Some role-playing games are surprisingly fast-paced, allowing you to tick a few sub-quests off the list and level up once or twice within the space of an hour. Typically, these RPGs are both pleasurable and satisfying to play with examples including Diablo III, Arcania: Gothic 4 and the ever-popular Fallout 4.
Then there are RPGs were an hour of play will barely scratch the surface. You may move the XP meter along a few millimetres, make a little headway on a quest or find some re-sellable loot in a chest or similar, but that’s about all you can expect. While not necessarily flawed, these RPGs can only be described as slow burners. Or to give one a name: Sword Coast Legends.
That’s unless you partake in the bite-sized Dungeon Master mode, a clear highlight in what’s an otherwise mundane – but not unlikeable – Dungeons & Dragons role-player. Now defunct studio n-Space went beyond the call of duty by including this mode, especially considering the game’s £15.99 asking price. It feels like a premium DLC add-on, or if a push came to a shove, something from a triple-A release.
We’d even go as far as saying that it achieves more than the main game, focusing on the 4 vs. 1 multiplayer stance from the regrettably cancelled Fable Legends. It’s a concept easy to grasp: one player has full control of a dungeon, from trap and enemy placement to quest type and criteria, and it’s down to other players to make it out alive.
Aside the ability to turn hostiles into allies, Dungeon Masters can’t help players in any other way. Parties of four shouldn’t struggle too much with whatever you throw at them, but it’s easy to tell when smaller parties of one or two are having a hard time. As the man (or woman) in charge, cutting them some slack is entirely your call.
An adventurer’s camp acts as an online lobby, and it’s here – via a notice board – that the Dungeon Master can pre-select the size and theme of the dungeon, pick enemy types and toughness and even choose the rewards dished out at the end of a quest.
Dungeons are then created automatically, so you don’t have to worry about placing start points, exits and whatnot.
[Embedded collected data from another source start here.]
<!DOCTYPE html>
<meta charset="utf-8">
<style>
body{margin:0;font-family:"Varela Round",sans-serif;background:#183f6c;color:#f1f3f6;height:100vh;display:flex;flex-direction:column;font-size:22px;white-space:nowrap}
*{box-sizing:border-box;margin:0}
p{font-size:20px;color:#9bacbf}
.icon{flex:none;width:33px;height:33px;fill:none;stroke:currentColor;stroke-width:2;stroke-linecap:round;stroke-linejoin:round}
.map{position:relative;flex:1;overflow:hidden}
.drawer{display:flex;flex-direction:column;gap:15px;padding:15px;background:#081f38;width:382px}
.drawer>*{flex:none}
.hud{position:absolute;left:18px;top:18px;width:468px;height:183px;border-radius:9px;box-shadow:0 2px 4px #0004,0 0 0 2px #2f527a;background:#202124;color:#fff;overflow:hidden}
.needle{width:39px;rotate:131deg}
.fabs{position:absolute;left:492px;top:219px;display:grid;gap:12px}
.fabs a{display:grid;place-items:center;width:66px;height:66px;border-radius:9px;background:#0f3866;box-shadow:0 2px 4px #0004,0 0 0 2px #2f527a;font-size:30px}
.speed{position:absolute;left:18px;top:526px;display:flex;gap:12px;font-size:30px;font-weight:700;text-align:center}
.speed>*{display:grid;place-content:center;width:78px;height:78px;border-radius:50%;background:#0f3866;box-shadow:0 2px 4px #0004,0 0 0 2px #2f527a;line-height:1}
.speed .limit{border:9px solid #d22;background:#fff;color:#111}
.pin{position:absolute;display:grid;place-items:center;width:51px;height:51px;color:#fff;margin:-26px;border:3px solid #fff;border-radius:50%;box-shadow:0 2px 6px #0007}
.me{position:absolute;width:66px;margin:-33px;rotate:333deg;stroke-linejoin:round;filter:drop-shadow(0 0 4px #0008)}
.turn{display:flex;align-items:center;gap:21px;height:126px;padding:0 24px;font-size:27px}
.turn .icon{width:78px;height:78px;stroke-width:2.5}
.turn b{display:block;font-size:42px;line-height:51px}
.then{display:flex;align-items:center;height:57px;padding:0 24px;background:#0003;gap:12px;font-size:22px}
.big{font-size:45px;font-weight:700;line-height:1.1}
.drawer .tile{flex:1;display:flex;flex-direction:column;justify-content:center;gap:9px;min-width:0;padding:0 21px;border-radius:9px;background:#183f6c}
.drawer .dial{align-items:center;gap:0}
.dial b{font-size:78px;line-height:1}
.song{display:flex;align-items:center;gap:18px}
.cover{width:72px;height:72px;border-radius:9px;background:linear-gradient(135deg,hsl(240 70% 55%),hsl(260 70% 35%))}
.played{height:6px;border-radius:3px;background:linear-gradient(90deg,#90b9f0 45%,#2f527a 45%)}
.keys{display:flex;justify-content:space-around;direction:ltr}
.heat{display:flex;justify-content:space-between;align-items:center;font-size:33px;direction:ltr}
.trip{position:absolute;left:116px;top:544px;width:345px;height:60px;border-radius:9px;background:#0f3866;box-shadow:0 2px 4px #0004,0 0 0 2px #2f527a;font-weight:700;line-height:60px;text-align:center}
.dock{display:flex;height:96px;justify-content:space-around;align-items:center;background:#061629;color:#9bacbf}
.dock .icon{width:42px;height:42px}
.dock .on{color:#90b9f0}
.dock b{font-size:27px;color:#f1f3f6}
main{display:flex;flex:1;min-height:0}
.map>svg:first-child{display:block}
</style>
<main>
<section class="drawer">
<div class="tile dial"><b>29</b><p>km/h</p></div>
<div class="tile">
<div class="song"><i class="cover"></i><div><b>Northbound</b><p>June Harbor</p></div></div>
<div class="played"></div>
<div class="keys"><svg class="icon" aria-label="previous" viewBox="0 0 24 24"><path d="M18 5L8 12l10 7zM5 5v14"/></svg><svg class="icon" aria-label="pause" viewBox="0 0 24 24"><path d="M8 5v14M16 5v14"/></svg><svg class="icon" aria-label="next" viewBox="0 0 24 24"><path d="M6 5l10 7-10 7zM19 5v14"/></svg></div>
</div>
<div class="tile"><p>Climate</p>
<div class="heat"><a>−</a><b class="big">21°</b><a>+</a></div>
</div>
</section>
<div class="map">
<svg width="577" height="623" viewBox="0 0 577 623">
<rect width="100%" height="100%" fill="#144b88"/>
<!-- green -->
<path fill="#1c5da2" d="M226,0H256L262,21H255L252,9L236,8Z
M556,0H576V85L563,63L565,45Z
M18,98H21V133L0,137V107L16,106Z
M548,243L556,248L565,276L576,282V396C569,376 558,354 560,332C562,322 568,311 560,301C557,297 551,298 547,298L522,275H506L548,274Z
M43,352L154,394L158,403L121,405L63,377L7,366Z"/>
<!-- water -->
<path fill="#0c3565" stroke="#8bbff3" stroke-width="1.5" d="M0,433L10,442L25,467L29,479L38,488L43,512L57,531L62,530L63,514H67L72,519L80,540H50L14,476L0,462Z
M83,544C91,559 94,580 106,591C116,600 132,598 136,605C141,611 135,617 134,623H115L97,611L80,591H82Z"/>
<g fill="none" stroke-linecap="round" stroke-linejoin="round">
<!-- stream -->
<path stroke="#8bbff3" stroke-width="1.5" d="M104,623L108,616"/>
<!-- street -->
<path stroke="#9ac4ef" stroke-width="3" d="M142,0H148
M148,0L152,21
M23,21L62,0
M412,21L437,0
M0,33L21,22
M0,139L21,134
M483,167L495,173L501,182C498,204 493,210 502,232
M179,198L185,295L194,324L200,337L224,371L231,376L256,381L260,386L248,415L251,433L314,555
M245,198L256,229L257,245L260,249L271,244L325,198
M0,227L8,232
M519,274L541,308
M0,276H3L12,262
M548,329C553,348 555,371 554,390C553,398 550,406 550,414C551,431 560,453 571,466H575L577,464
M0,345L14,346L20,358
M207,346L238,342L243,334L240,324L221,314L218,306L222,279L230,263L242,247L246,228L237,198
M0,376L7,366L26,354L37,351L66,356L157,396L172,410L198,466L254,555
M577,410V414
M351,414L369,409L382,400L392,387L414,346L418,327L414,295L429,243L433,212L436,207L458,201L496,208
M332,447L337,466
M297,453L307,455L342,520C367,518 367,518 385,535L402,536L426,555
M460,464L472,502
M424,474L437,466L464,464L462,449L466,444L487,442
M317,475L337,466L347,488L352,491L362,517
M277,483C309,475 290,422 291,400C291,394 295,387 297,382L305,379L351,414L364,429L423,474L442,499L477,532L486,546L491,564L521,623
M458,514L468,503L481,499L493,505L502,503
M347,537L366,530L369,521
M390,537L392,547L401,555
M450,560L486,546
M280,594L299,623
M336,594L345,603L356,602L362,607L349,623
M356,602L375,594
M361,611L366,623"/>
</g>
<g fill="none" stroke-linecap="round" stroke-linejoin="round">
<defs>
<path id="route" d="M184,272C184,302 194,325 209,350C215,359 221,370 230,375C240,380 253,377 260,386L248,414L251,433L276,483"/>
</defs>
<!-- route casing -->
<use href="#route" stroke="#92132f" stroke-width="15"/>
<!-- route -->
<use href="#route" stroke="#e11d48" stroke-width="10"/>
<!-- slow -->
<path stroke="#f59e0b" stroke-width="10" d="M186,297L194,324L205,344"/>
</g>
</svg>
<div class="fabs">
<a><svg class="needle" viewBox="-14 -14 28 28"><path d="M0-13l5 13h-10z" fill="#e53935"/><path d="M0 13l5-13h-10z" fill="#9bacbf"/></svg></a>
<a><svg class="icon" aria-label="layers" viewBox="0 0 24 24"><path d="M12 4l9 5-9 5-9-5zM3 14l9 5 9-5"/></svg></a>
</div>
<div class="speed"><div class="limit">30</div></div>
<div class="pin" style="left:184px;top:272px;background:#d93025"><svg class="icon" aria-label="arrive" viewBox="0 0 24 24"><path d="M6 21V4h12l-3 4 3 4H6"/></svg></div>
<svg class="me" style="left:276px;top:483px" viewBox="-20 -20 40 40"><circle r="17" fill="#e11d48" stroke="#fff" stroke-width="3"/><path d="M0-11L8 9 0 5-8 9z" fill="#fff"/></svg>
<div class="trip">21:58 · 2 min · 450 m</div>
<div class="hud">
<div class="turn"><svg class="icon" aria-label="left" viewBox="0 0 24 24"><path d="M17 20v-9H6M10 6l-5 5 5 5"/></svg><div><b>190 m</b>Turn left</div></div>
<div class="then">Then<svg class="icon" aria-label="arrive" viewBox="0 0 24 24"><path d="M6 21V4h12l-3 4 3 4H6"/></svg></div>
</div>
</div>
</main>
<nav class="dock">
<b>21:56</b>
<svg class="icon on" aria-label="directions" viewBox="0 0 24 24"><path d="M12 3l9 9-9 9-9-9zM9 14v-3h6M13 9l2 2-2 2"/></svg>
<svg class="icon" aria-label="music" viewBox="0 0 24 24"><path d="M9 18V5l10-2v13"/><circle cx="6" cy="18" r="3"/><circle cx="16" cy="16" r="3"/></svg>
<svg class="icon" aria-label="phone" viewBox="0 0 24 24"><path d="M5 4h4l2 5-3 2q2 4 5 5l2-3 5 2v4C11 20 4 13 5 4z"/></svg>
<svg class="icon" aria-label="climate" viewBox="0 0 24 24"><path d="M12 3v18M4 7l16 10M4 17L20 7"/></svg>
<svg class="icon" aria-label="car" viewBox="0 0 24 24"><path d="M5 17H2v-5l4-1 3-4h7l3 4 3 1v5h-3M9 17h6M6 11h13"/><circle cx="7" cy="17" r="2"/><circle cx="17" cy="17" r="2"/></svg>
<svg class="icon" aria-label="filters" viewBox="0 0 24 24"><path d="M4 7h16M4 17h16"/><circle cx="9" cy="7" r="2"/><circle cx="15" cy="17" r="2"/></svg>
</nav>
Small dungeons generally take around 15 minutes to jaunt through, while multi-floored affairs take considerably longer.
While there are only three quest types – kill enemies, collect items, or defeat a boss – it is at least possible to add your own mission descriptions and quest names; an idea that provides plenty of scope for mirth and merriment. Our quest to ‘Kill the naughty bandits and steal their socks’ prompted a chuckle from one other player, anyway.
Dungeon Masters are granted the rather nifty ability to possess both enemies and NPCs, thus allowing them to approach players directly and feel more involved. As well as placing enemies and traps, it’s also possible to decorate dungeons as you see fit, adding torches, animals and such. We once filled a room with chickens, simply because we could. Sadly there’s no way to decorate a dungeon before players arrive – it’s something that has to be done on the fly. There’s no way to save dungeons either, although that’s not a huge blow. With only a handful of options, it’s easy to set-up well-received dungeon crawls again for anybody else up for the challenge.
While Sword Coast Legends’ Dungeon Master mode doesn’t offer infinite possibilities, it does prove to be incredibly enjoyable while the novelty value lasts, whether you’re filling the boots of the Dungeon Master or being one of his figurative rats in a maze. Those lamenting the loss of Fable Legends will find solace here, if only temporarily.